INSTRUCTIONS TO FOLLOW:
The answer is an exact repetition of every entry, with all images left out.

─── DATA FOR ANALYSIS

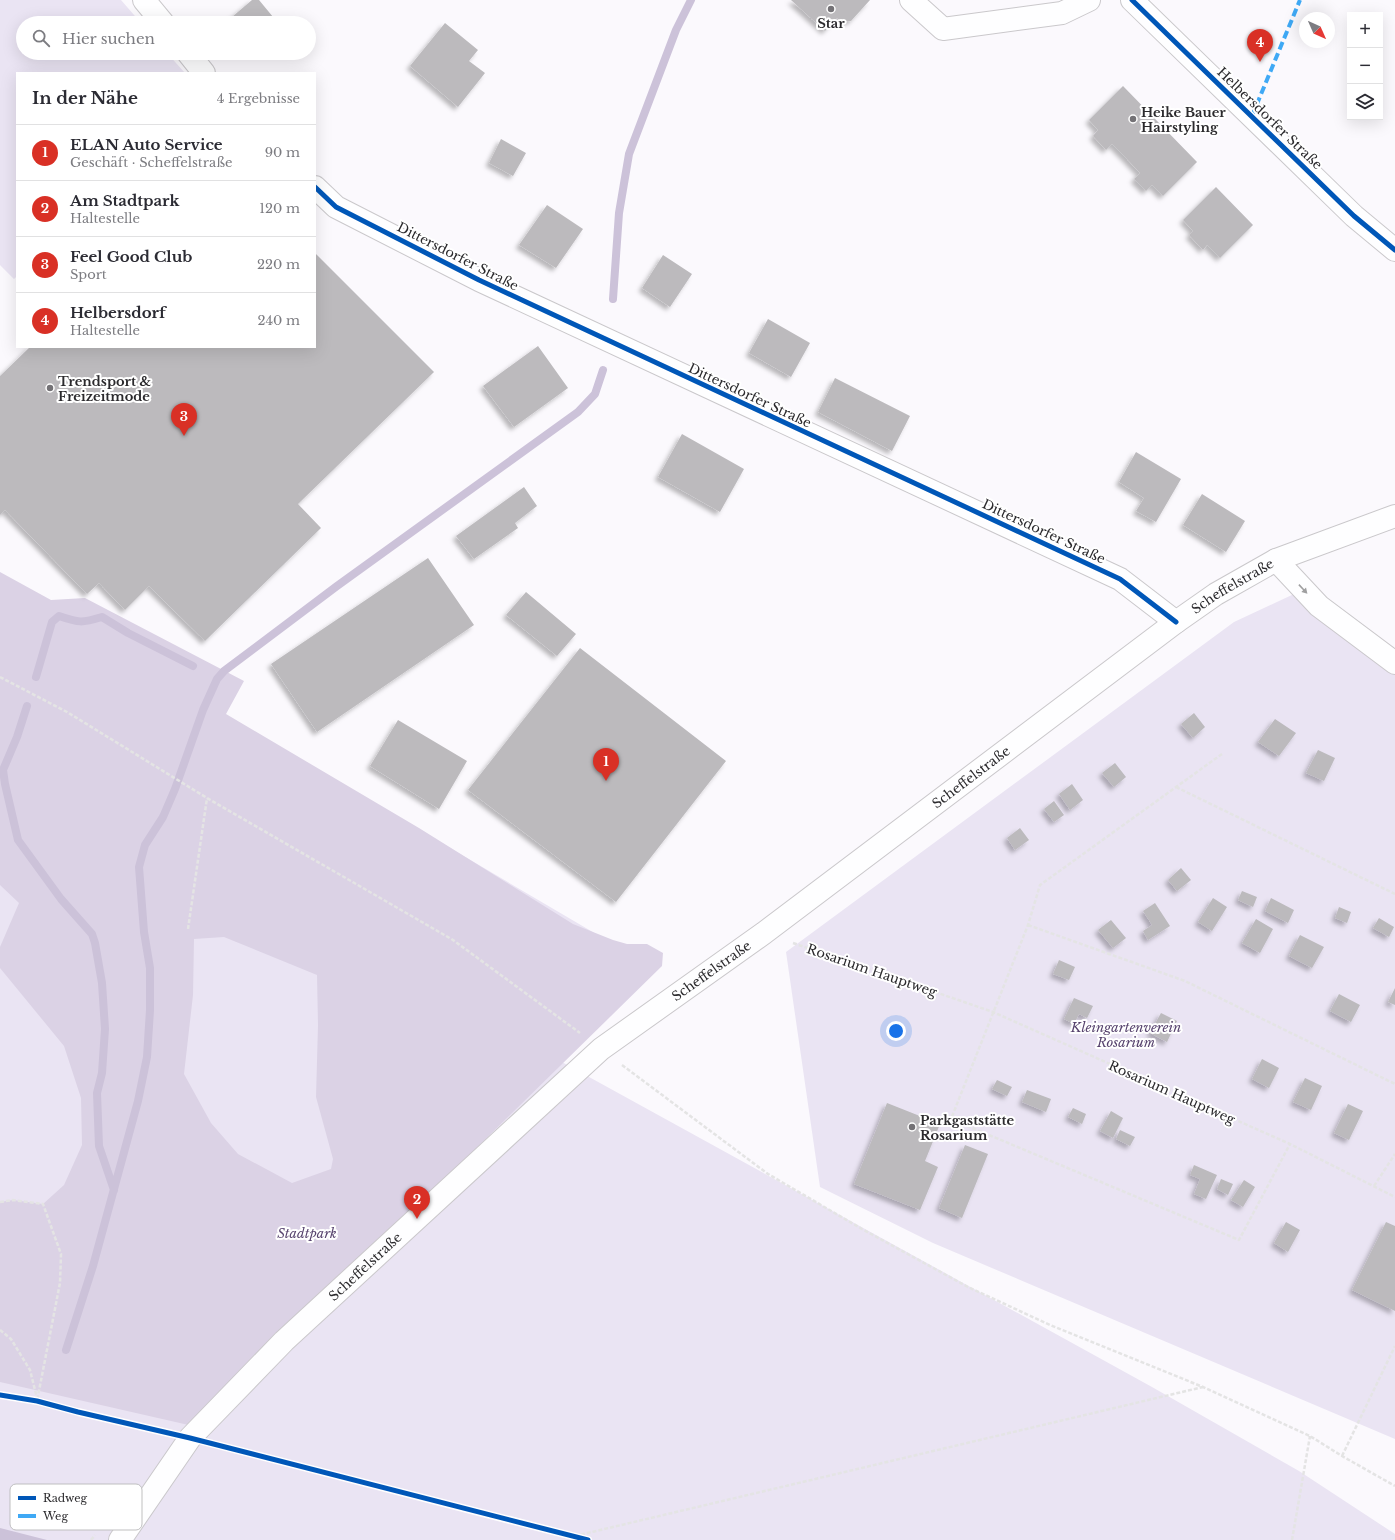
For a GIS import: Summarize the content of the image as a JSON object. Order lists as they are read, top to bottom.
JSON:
{
  "streets": {
    "main road": ["Helbersdorfer Straße", "Dittersdorfer Straße", "Scheffelstraße"],
    "path": ["Rosarium Hauptweg"]
  },
  "crossings": [
    ["Dittersdorfer Straße", "Scheffelstraße"],
    ["Scheffelstraße", "Rosarium Hauptweg"]
  ],
  "parks": ["Kleingartenverein Rosarium", "Stadtpark"],
  "places": [
    "Star",
    "Heike Bauer Hairstyling",
    "Trendsport & Freizeitmode",
    "Parkgaststätte Rosarium"
  ],
  "legend": ["Radweg", "Weg"],
  "north": "bottom right",
  "page": {
    "map_buttons": ["+", "−"],
    "search": "Hier suchen",
    "pins": [
      "4",
      "3",
      "1",
      "2"
    ],
    "heading": ["In der Nähe", "4 Ergebnisse"],
    "list": [
      {
        "mark": "1",
        "name": "ELAN Auto Service",
        "note": "Geschäft · Scheffelstraße",
        "value": "90 m"
      },
      {
        "mark": "2",
        "name": "Am Stadtpark",
        "note": "Haltestelle",
        "value": "120 m"
      },
      {
        "mark": "3",
        "name": "Feel Good Club",
        "note": "Sport",
        "value": "220 m"
      },
      {
        "mark": "4",
        "name": "Helbersdorf",
        "note": "Haltestelle",
        "value": "240 m"
      }
    ]
  }
}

──────

RESPONSE TO THE TASK:
For a GIS import: Summarize the content of the image as a JSON object. Order lists as they are read, top to bottom.
JSON:
{
  "streets": {
    "main road": ["Helbersdorfer Straße", "Dittersdorfer Straße", "Scheffelstraße"],
    "path": ["Rosarium Hauptweg"]
  },
  "crossings": [
    ["Dittersdorfer Straße", "Scheffelstraße"],
    ["Scheffelstraße", "Rosarium Hauptweg"]
  ],
  "parks": ["Kleingartenverein Rosarium", "Stadtpark"],
  "places": [
    "Star",
    "Heike Bauer Hairstyling",
    "Trendsport & Freizeitmode",
    "Parkgaststätte Rosarium"
  ],
  "legend": ["Radweg", "Weg"],
  "north": "bottom right",
  "page": {
    "map_buttons": ["+", "−"],
    "search": "Hier suchen",
    "pins": [
      "4",
      "3",
      "1",
      "2"
    ],
    "heading": ["In der Nähe", "4 Ergebnisse"],
    "list": [
      {
        "mark": "1",
        "name": "ELAN Auto Service",
        "note": "Geschäft · Scheffelstraße",
        "value": "90 m"
      },
      {
        "mark": "2",
        "name": "Am Stadtpark",
        "note": "Haltestelle",
        "value": "120 m"
      },
      {
        "mark": "3",
        "name": "Feel Good Club",
        "note": "Sport",
        "value": "220 m"
      },
      {
        "mark": "4",
        "name": "Helbersdorf",
        "note": "Haltestelle",
        "value": "240 m"
      }
    ]
  }
}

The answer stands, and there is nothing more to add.